Plain Jane is an American reality television series that transforms one woman each week. The series debuted on July 28, 2010, on The CW. Despite the series not being renewed by its original network, Sony Pictures Television worked with MTV to produce a second season. An 8-episode second season was greenlit and aired in October 2011.

It was announced in May 2013 that the Style Network would be airing the second season starting on June 3, 2013, but the series has since been removed from the schedule.

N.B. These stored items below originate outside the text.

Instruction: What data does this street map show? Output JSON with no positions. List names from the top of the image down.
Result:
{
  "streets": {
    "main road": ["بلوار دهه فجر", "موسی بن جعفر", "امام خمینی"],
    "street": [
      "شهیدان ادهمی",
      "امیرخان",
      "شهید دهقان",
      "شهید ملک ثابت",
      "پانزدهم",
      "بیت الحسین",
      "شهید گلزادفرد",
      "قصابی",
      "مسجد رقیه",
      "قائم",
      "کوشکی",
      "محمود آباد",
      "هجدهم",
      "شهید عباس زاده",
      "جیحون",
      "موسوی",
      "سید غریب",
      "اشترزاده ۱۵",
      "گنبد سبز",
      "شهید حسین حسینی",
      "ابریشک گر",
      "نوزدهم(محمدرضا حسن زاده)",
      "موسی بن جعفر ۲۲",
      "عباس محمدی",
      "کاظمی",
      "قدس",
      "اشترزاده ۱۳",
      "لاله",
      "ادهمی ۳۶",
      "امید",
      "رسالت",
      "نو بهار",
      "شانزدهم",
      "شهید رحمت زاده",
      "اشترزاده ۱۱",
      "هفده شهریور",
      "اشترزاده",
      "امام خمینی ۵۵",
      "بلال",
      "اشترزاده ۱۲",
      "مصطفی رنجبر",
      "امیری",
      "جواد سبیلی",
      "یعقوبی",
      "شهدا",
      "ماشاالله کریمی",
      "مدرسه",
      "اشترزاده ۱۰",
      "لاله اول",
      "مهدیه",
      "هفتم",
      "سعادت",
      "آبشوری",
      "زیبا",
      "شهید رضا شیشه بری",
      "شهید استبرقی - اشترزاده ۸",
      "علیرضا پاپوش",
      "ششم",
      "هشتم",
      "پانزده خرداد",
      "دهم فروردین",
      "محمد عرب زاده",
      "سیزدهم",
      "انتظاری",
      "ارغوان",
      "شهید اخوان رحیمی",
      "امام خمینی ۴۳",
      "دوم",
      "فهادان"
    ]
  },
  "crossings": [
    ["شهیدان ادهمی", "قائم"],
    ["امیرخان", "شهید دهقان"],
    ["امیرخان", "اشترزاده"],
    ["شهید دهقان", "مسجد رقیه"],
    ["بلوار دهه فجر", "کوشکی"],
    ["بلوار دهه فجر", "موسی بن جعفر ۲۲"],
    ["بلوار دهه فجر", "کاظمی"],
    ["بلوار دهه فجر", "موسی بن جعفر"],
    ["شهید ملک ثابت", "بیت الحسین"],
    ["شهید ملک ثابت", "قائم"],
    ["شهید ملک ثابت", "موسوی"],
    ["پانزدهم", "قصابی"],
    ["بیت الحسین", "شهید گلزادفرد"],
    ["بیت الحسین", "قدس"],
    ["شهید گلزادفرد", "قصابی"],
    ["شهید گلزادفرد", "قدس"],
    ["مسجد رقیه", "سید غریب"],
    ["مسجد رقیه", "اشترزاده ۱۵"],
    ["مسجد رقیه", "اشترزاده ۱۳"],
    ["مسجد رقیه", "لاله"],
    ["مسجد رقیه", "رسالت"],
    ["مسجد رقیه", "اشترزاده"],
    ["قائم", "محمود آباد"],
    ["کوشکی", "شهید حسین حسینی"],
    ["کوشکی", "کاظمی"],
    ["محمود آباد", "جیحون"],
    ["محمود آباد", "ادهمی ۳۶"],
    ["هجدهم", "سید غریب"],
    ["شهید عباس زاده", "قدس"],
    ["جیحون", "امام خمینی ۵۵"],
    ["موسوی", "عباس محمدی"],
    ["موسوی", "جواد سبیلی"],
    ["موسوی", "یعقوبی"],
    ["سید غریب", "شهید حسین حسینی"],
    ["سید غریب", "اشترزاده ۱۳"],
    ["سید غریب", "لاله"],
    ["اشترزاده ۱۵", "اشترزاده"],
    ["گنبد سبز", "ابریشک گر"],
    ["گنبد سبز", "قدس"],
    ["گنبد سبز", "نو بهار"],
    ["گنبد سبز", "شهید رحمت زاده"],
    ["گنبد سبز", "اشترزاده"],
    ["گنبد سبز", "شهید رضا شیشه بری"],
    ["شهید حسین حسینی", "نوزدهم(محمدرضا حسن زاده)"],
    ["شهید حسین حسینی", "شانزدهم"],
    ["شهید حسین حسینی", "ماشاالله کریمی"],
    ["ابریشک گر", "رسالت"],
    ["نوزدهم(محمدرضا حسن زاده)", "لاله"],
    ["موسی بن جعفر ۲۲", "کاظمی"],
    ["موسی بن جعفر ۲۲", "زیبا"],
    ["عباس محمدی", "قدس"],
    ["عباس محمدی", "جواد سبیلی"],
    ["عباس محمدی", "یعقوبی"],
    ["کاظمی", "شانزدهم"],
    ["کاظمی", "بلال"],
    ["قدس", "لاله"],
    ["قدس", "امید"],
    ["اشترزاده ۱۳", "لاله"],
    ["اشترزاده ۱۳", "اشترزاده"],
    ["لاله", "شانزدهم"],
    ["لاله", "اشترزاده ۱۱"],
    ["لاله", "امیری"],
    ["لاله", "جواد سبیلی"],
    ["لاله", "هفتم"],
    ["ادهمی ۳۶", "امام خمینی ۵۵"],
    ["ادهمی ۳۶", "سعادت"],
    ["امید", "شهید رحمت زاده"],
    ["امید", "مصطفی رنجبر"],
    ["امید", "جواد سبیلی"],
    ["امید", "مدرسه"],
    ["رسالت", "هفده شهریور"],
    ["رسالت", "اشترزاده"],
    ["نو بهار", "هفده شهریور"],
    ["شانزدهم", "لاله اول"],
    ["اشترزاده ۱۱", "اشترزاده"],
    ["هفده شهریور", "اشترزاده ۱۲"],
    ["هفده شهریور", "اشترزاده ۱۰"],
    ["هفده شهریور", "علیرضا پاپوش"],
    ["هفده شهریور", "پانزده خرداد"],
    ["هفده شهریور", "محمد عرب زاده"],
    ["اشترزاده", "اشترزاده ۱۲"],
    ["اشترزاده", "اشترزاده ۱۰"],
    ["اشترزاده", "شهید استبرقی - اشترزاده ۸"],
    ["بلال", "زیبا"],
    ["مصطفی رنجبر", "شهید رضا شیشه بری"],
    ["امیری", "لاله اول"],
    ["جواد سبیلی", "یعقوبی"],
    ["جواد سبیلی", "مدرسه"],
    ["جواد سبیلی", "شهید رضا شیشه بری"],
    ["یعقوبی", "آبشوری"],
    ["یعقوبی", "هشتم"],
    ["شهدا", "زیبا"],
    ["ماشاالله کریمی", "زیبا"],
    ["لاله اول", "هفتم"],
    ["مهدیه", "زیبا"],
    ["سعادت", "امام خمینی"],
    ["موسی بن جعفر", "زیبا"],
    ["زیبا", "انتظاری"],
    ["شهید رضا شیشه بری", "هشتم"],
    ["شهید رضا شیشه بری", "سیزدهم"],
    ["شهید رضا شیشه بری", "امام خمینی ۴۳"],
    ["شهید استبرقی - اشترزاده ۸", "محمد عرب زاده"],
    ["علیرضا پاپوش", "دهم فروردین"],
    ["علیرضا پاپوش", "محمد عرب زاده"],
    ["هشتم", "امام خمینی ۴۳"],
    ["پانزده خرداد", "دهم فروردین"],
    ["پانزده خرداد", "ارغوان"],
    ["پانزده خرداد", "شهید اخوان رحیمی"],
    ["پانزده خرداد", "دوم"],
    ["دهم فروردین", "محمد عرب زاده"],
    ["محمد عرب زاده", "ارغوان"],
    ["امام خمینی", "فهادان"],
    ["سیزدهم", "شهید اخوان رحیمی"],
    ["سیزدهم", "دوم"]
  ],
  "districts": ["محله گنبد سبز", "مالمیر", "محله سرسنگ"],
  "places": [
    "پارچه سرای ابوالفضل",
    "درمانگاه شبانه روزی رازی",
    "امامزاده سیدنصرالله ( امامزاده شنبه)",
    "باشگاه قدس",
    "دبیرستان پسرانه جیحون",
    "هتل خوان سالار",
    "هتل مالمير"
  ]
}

The series was renewed for a third season of 12 episodes, which aired in 2014.

==Format==
Each week, British fashion expert Louise Roe, acting like a "fairy godmother", takes one 'Plain Jane' and transforms her inside and out with confidence-building challenges and a head-to-toe makeover. It culminates when she reveals her secret crush to the person of her dreams on a romantic date.

==Episodes==

===Season 1 (2010)===
The first season of Plain Jane included 6 one-hour episodes. It premiered on July 28, 2010, and finished its first season on September 1, 2010.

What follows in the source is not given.